Through these linked tales of survival and exploration, the book examines themes of human endurance and the complex intersection of different cultures during America's westward expansion. The mountain men's stories reveal both the allure and the cost of absolute freedom on the frontier.
👀 Reviews
Readers praise the book's detailed accounts of mountain men and fur trappers, particularly appreciating the balance between historical facts and engaging storytelling. Many note that Blevins brings the characters to life while maintaining historical accuracy. Several reviews mention the book serves as a solid introduction to the mountain man era.
Common criticisms include the episodic structure, with some readers finding the transitions between different mountain men's stories abrupt. A few reviews mention difficulty keeping track of the numerous historical figures introduced.
Ratings:
Goodreads: 4.0/5 (244 ratings)
Amazon: 4.4/5 (116 ratings)
Sample reader comments:
"Each chapter reads like a self-contained adventure story" - Amazon reviewer
"The research is thorough but never dry" - Goodreads review
"Would have preferred a more continuous narrative thread" - Goodreads review
The book particularly resonates with readers interested in Western American history and wilderness survival accounts.
📚 Similar books
Blood and Thunder by Hampton Sides
The chronicle of Kit Carson and the conquest of the American West parallels Give Your Heart to the Hawks in its portrayal of mountain men and native encounters.

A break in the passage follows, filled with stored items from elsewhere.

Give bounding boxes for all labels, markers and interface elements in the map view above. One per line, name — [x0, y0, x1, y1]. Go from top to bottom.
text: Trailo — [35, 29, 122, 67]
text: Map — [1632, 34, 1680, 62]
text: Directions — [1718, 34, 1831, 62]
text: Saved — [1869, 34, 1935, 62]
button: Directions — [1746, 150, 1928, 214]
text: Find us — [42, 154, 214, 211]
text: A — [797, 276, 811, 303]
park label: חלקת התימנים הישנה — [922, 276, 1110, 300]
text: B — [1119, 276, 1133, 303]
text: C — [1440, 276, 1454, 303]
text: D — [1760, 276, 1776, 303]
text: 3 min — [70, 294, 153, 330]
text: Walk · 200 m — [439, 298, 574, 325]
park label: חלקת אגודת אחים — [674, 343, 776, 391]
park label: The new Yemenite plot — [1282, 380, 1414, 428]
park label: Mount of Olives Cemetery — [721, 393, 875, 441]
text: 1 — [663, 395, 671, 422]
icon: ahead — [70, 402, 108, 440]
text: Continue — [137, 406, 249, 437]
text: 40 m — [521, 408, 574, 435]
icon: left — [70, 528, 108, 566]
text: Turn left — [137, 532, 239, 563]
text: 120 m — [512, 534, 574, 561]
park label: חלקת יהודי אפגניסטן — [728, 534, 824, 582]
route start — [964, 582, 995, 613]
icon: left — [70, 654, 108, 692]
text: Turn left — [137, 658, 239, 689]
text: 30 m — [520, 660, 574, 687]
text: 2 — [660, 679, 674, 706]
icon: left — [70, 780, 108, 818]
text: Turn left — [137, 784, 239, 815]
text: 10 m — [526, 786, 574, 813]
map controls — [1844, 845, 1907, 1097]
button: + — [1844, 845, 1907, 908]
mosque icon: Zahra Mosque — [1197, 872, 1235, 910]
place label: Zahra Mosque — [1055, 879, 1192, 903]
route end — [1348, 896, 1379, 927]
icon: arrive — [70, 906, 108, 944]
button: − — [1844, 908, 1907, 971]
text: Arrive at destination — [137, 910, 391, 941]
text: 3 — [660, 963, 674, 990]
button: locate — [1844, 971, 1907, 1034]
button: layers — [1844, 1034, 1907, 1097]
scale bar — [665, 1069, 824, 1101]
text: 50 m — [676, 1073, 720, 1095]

Empire of the Summer Moon by S.C. Gwynne The story of Quanah Parker and the Comanche provides a dual perspective of Native American life and white settler conflicts during the same time period as Blevins' work.
Crow Killer: The Saga of Liver-Eating Johnson by Raymond W. Thorp This biography of a real mountain man presents the raw facts behind the mountain man legends that Blevins explores.

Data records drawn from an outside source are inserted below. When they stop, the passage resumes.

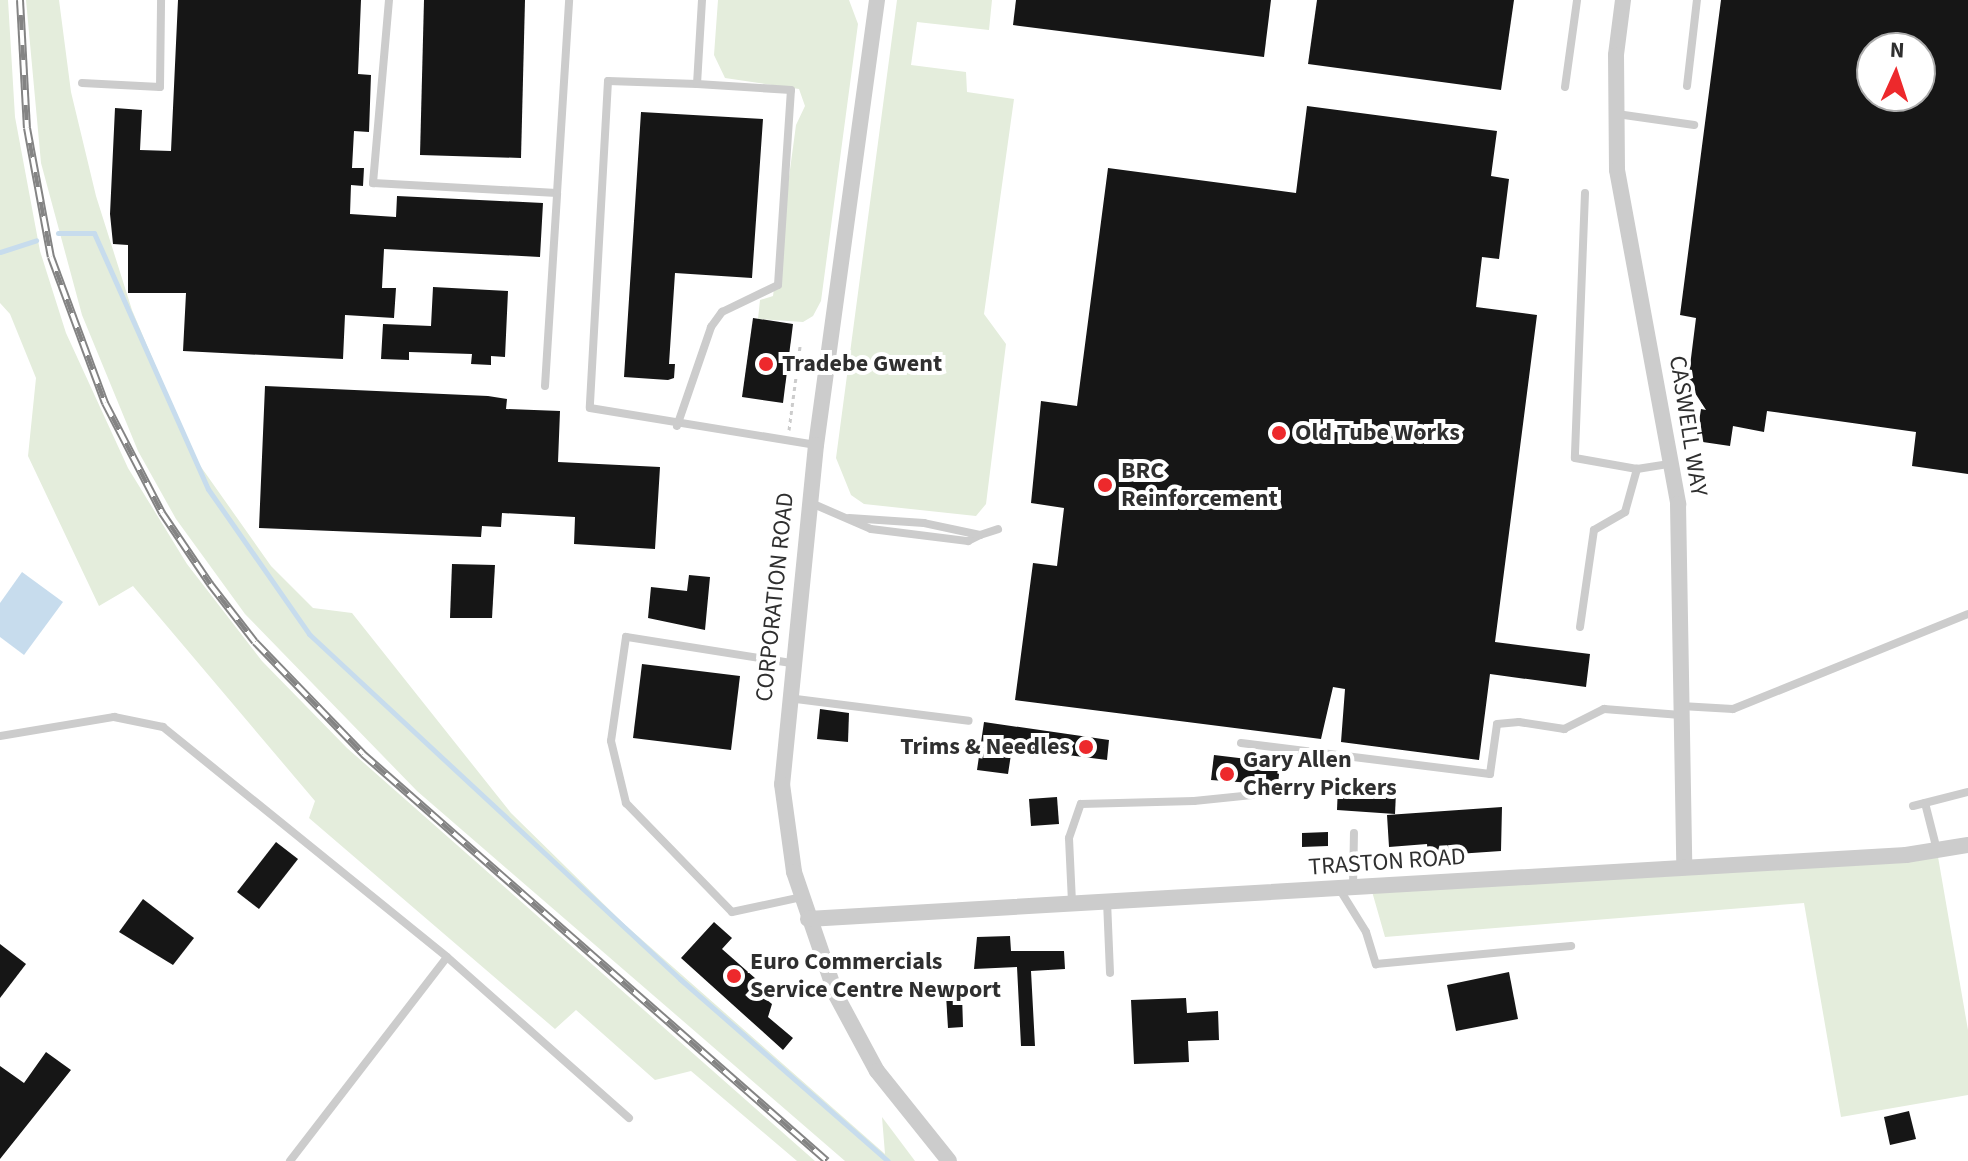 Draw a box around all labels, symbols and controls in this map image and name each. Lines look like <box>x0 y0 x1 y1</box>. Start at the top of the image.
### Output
north arrow <box>1856 32 1936 112</box>
text: N <box>1889 34 1905 66</box>
place label: Tradebe Gwent <box>782 350 942 378</box>
street label: CASWELL WAY <box>1663 354 1713 498</box>
marker: Tradebe Gwent <box>757 355 775 373</box>
place label: Old Tube Works <box>1295 419 1460 447</box>
marker: Old Tube Works <box>1270 424 1288 442</box>
place label: BRC Reinforcement <box>1121 457 1278 513</box>
marker: BRC Reinforcement <box>1096 476 1114 494</box>
street label: CORPORATION ROAD <box>750 491 800 703</box>
place label: Trims & Needles <box>900 733 1070 761</box>
marker: Trims & Needles <box>1077 738 1095 756</box>
place label: Gary Allen Cherry Pickers <box>1243 746 1397 802</box>
marker: Gary Allen Cherry Pickers <box>1218 765 1236 783</box>
street label: TRASTON ROAD <box>1307 842 1467 882</box>
place label: Euro Commercials Service Centre Newport <box>750 948 1001 1004</box>
marker: Euro Commercials Service Centre Newport <box>725 967 743 985</box>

Mountain Man by Vardis Fisher The tale of Sam Minard's survival in the Rockies delivers the same immersion into frontier life that Blevins achieves in his narrative.

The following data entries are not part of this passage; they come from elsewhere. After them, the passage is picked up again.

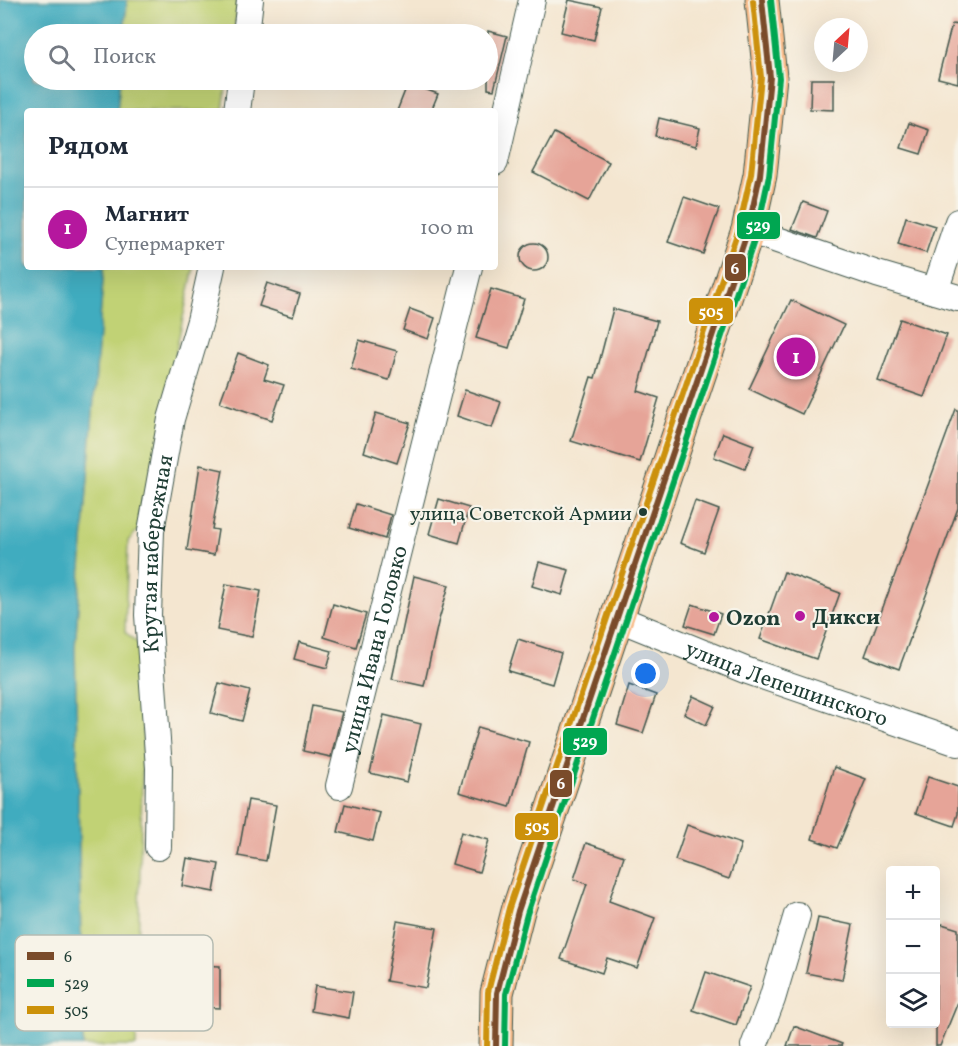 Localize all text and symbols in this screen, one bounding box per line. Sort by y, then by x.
north arrow [814,18,868,72]
search box [24,24,498,90]
icon: search [45,41,78,74]
text: Поиск [93,42,156,73]
text: Рядом [48,129,128,165]
text: Магнит [105,200,189,231]
line badge: 529 [736,211,781,240]
text: 1 [63,215,72,243]
text: 100 m [420,215,474,243]
text: 529 [746,216,771,238]
text: Супермаркет [105,231,225,259]
line badge: 6 [724,253,747,282]
text: 6 [731,259,740,281]
line badge: 505 [688,297,734,325]
text: 505 [698,302,724,324]
pin: 1 [776,334,816,380]
street label: Крутая набережная [135,452,182,654]
place label: улица Советской Армии [410,501,632,529]
marker: улица Советской Армии [637,506,649,518]
street label: улица Ивана Головко [335,542,417,757]
place label: Дикси [812,603,880,634]
place label: Ozon [726,604,781,635]
marker: Дикси [793,609,807,623]
marker: Ozon [707,610,721,624]
street label: улица Лепешинского [680,634,892,736]
your location [631,659,660,688]
line badge: 529 [562,727,608,756]
text: 529 [573,732,598,754]
line badge: 6 [549,769,573,798]
text: 6 [557,774,566,796]
line badge: 505 [514,812,559,841]
text: 505 [524,817,550,839]
map controls [886,866,940,1028]
button: + [886,866,940,920]
button: − [886,920,940,974]
legend [15,935,213,1031]
text: 6 [64,947,72,969]
text: 529 [64,974,88,996]
button: layers [886,974,940,1028]
text: 505 [64,1001,89,1023] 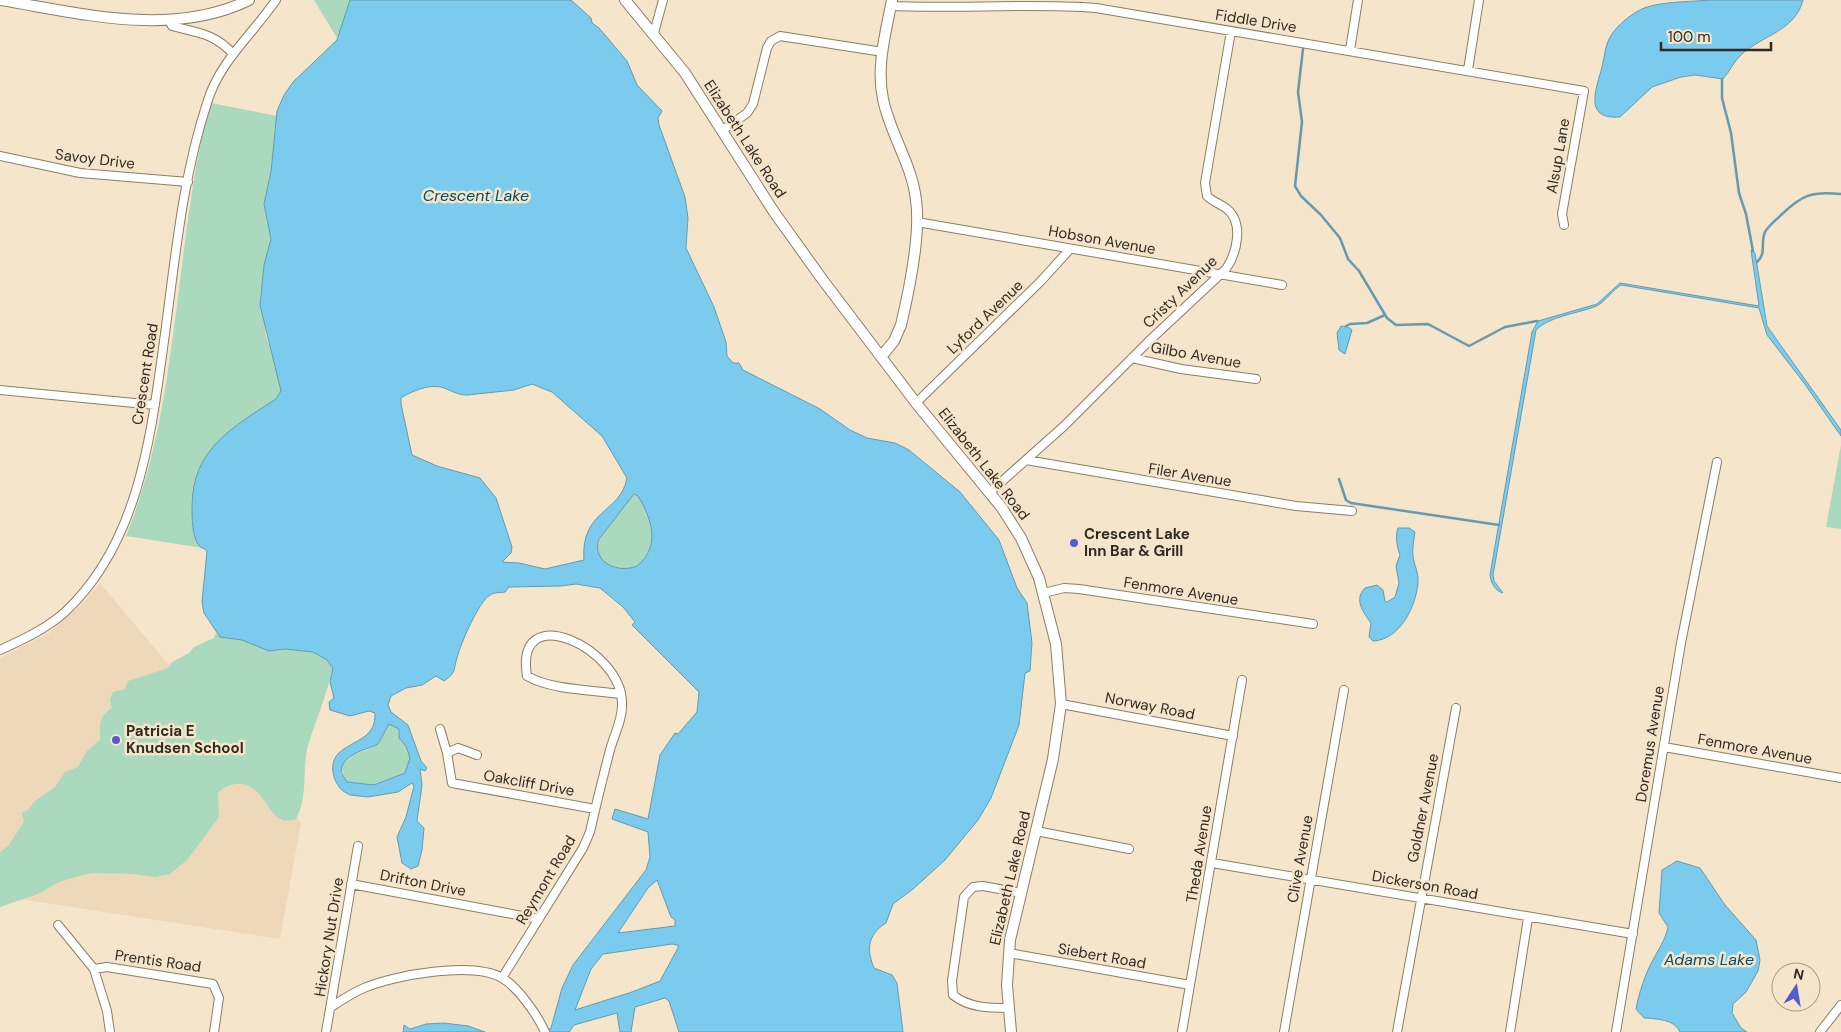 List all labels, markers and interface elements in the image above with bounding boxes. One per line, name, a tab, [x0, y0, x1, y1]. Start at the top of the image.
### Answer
street label: Fiddle Drive	[1214, 5, 1298, 37]
scale bar	[1661, 20, 1771, 52]
text: 100 m	[1668, 27, 1711, 47]
street label: Elizabeth Lake Road	[699, 76, 791, 202]
street label: Alsup Lane	[1542, 117, 1574, 195]
street label: Savoy Drive	[54, 144, 136, 174]
water label: Crescent Lake	[423, 185, 529, 206]
street label: Hobson Avenue	[1047, 221, 1157, 259]
street label: Cristy Avenue	[1138, 251, 1222, 333]
street label: Lyford Avenue	[943, 276, 1027, 358]
street label: Crescent Road	[127, 322, 163, 426]
street label: Gilbo Avenue	[1149, 337, 1243, 373]
street label: Elizabeth Lake Road	[934, 404, 1034, 524]
street label: Filer Avenue	[1147, 459, 1233, 491]
place label: Crescent Lake Inn Bar & Grill	[1084, 524, 1190, 561]
marker: Crescent Lake Inn Bar & Grill	[1068, 537, 1080, 549]
street label: Fenmore Avenue	[1122, 572, 1240, 610]
street label: Doremus Avenue	[1631, 684, 1669, 804]
street label: Norway Road	[1103, 687, 1197, 725]
place label: Patricia E Knudsen School	[126, 721, 244, 758]
street label: Fenmore Avenue	[1696, 729, 1814, 769]
marker: Patricia E Knudsen School	[110, 734, 122, 746]
street label: Goldner Avenue	[1403, 752, 1443, 864]
street label: Oakcliff Drive	[482, 765, 576, 801]
street label: Theda Avenue	[1181, 804, 1217, 904]
street label: Elizabeth Lake Road	[985, 809, 1035, 947]
street label: Clive Avenue	[1282, 814, 1318, 904]
street label: Reymont Road	[511, 832, 581, 928]
street label: Drifton Drive	[378, 865, 468, 901]
street label: Dickerson Road	[1370, 866, 1480, 904]
street label: Hickory Nut Drive	[310, 876, 348, 998]
street label: Siebert Road	[1056, 938, 1148, 974]
street label: Prentis Road	[114, 945, 202, 977]
water label: Adams Lake	[1663, 949, 1754, 970]
north arrow	[1771, 962, 1821, 1012]
text: N	[1792, 964, 1806, 984]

The Big Sky by A. B. Guthrie Jr. The story of Boone Caudill's transformation from Kentucky boy to mountain man mirrors the biographical accounts in Blevins' book.
Empire of the Summer Moon by S.C. Gwynne The story of Quanah Parker and the Comanche provides a dual perspective of Native American life and white settler conflicts during the same time period as Blevins' work.
Crow Killer: The Saga of Liver-Eating Johnson by Raymond W. Thorp This biography of a real mountain man presents the raw facts behind the mountain man legends that Blevins explores.
Mountain Man by Vardis Fisher The tale of Sam Minard's survival in the Rockies delivers the same immersion into frontier life that Blevins achieves in his narrative.
The Big Sky by A. B. Guthrie Jr. The story of Boone Caudill's transformation from Kentucky boy to mountain man mirrors the biographical accounts in Blevins' book.
🤔 Interesting facts
🦅 Win Blevins spent over 40 years researching mountain men and Native American culture before writing this collection of biographical tales.
🏔️ The book's title comes from a Crow Indian belief that when a person dies, hawks carry their spirit to the afterlife.
🪤 Many of the mountain men featured in the book died violent deaths, with only about 1 in 3 surviving to old age due to the extreme dangers of their profession.
🗺️ The mountain men's explorations and mapping of the American West proved invaluable to later pioneers and settlers, with much of their work being used to create the Oregon Trail.
🦫 The fur trade era chronicled in the book lasted only about 20 years (1820-1840), but permanently changed the landscape of the American West and its native peoples.